Tuesday, January 1, 2008

Buenos Aires Explodes


Many years ago, as I was growing up in Tacoma, Washington, I lived barely a block from the Fort Lewis army base. In fact, I lived near the little used portion known as North Fort Lewis where, on occasion, GIs went on training exercises. As kids, my friends and I used to explore the woods there and, often finding foxholes, we would pretend we were soldiers. Often we would find items, such as ammunition boxes, that we would take home as souvenirs. Once I found an M-80 firecracker, used by the U.S. Army to simulate battlefield explosions, but illegal for civilians since 1966.

The M-80 is a cylindrical firecracker about 1.5 inches long and just over half an inch wide, with its fuse coming out the side rather than the end. Most of the fuse on mine had already burned but, when I brought it home, I decided to set it off in the back yard (my parents were not home). At least I was not so foolish as to light it while it was in my hand--even more clueless adolescents have lost fingers or hands from M-80s--but when it went off I was barely a few feet away; the explosion was powerful and the noise was deafening. In was so loud, in fact, I was surprised the police or fire department didn't come; since then, I've been very wary of fireworks.

In Buenos Aires, my wife and I own an apartment in a sedate middle class neighborhood near the botanical gardens and the zoo. Last night, though, was New Year's Eve and, at midnight, explosions far stronger than anything I recall from my own M-80 went on for at least an hour; in corridors between tall apartment buildings, the effect mimics a war zone. In reality, Argentina's unregulated fireworks market probably brings explosives far more powerful than the M-80 into the hands of adolescents (and others) with impaired judgment (not necessarily caused by consumption of alcohol or other mind-altering substances).

Having seen firecrackers tossed from ninth-floor apartment balconies into the street, I no longer leave home on New Year's Eve when I am in BA--it's just not safe, in my opinion. On Christmas, some 75 people, most of them under age 15, were admitted to Greater Buenos Aires hospitals with fireworks injuries. The photograph that accompanies this blog entry, of a poster that appeared on city streets at year's end, at least shows that the Justice, Security and Human Rights Ministry recognizes the problem--it implores people not to purchase fireworks, and to report illegal fireworks, even if no one appears interested in impeding their manufacture and sale.

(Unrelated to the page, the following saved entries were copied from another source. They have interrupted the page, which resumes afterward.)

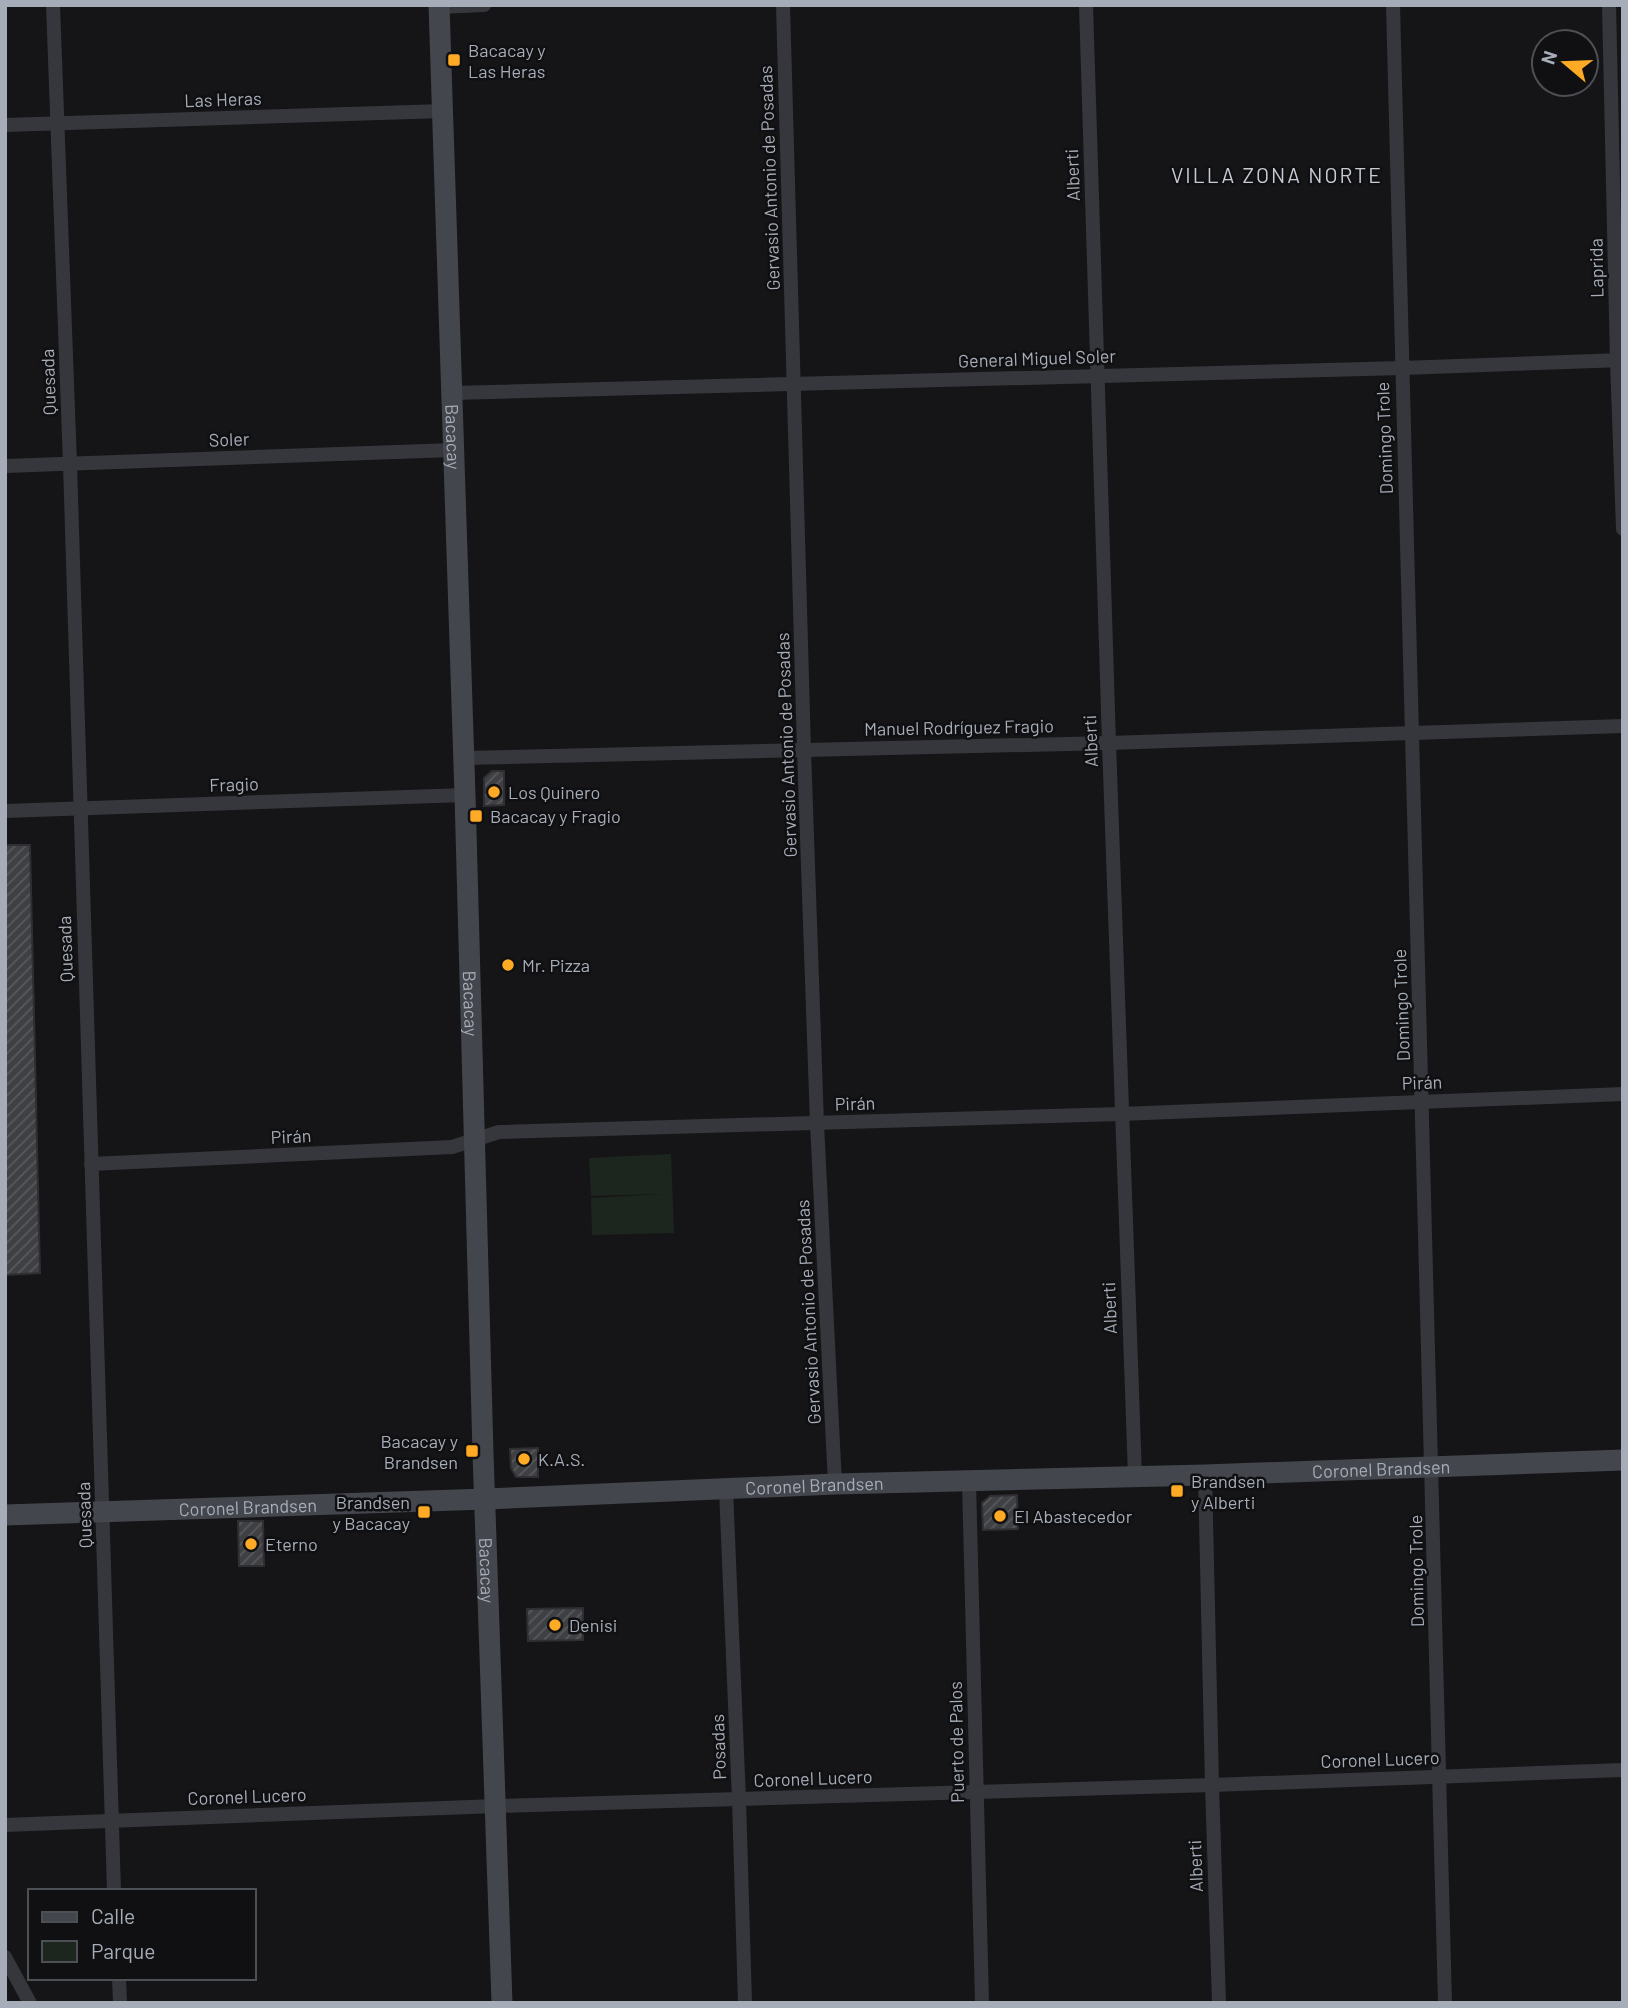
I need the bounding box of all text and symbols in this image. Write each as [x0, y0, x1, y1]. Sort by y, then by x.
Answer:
north arrow [1530, 28, 1600, 98]
place label: Bacacay y Las Heras [468, 39, 546, 82]
text: N [1536, 48, 1561, 67]
marker: Bacacay y Las Heras [446, 52, 462, 68]
street label: Gervasio Antonio de Posadas [754, 65, 784, 291]
street label: Las Heras [184, 87, 262, 111]
street label: Alberti [1060, 148, 1084, 202]
district label: VILLA ZONA NORTE [1171, 162, 1383, 187]
street label: Laprida [1584, 238, 1608, 298]
street label: General Miguel Soler [958, 344, 1117, 372]
street label: Quesada [36, 348, 60, 416]
street label: Domingo Trole [1371, 381, 1397, 495]
street label: Bacacay [441, 404, 465, 470]
street label: Soler [208, 427, 250, 451]
street label: Gervasio Antonio de Posadas [771, 632, 801, 858]
street label: Manuel Rodríguez Fragio [864, 714, 1054, 740]
street label: Alberti [1078, 714, 1102, 768]
street label: Fragio [209, 772, 259, 796]
place label: Los Quinero [508, 781, 600, 803]
marker: Los Quinero [486, 784, 502, 800]
place label: Bacacay y Fragio [490, 805, 621, 827]
marker: Bacacay y Fragio [468, 808, 484, 824]
street label: Quesada [53, 915, 77, 983]
street label: Domingo Trole [1388, 948, 1414, 1062]
place label: Mr. Pizza [522, 954, 590, 976]
marker: Mr. Pizza [500, 957, 516, 973]
street label: Bacacay [459, 970, 483, 1037]
street label: Pirán [1401, 1070, 1443, 1094]
street label: Pirán [834, 1091, 876, 1115]
street label: Pirán [270, 1124, 312, 1148]
street label: Gervasio Antonio de Posadas [791, 1199, 825, 1425]
street label: Alberti [1097, 1281, 1121, 1335]
place label: Bacacay y Brandsen [380, 1430, 458, 1473]
marker: Bacacay y Brandsen [464, 1443, 480, 1459]
place label: K.A.S. [538, 1448, 585, 1470]
marker: K.A.S. [516, 1451, 532, 1467]
street label: Coronel Brandsen [1312, 1455, 1451, 1482]
place label: Brandsen y Alberti [1191, 1470, 1265, 1513]
street label: Coronel Brandsen [745, 1472, 884, 1499]
street label: Quesada [72, 1481, 96, 1549]
marker: Brandsen y Alberti [1169, 1483, 1185, 1499]
place label: Brandsen y Bacacay [332, 1491, 410, 1534]
street label: Coronel Brandsen [178, 1494, 317, 1520]
marker: Brandsen y Bacacay [416, 1504, 432, 1520]
place label: El Abastecedor [1014, 1505, 1133, 1527]
marker: El Abastecedor [992, 1508, 1008, 1524]
street label: Domingo Trole [1404, 1515, 1428, 1627]
place label: Eterno [265, 1533, 318, 1555]
marker: Eterno [243, 1536, 259, 1552]
street label: Bacacay [475, 1537, 499, 1603]
place label: Denisi [569, 1614, 617, 1636]
marker: Denisi [547, 1617, 563, 1633]
street label: Puerto de Palos [944, 1681, 968, 1803]
street label: Posadas [706, 1714, 730, 1780]
street label: Coronel Lucero [1320, 1746, 1440, 1772]
street label: Coronel Lucero [753, 1765, 873, 1791]
street label: Coronel Lucero [187, 1783, 307, 1809]
street label: Alberti [1183, 1839, 1207, 1893]
legend [28, 1889, 256, 1980]
text: Calle [91, 1903, 135, 1928]
text: Parque [91, 1938, 156, 1963]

An update as of early afternoon: according to the daily newspaper La Nación, 82 persons have sought treatment in city hospitals today for injuries relating to fireworks--and uncorking champagne bottles. More than half sought burn treatments, while others had bruises and eye injuries, but none of either was apparently considered serious. Thus the city proper seems to have gotten off lightly, though there's no word from Greater Buenos Aires, the provincial suburbs beyond the capital's boundary.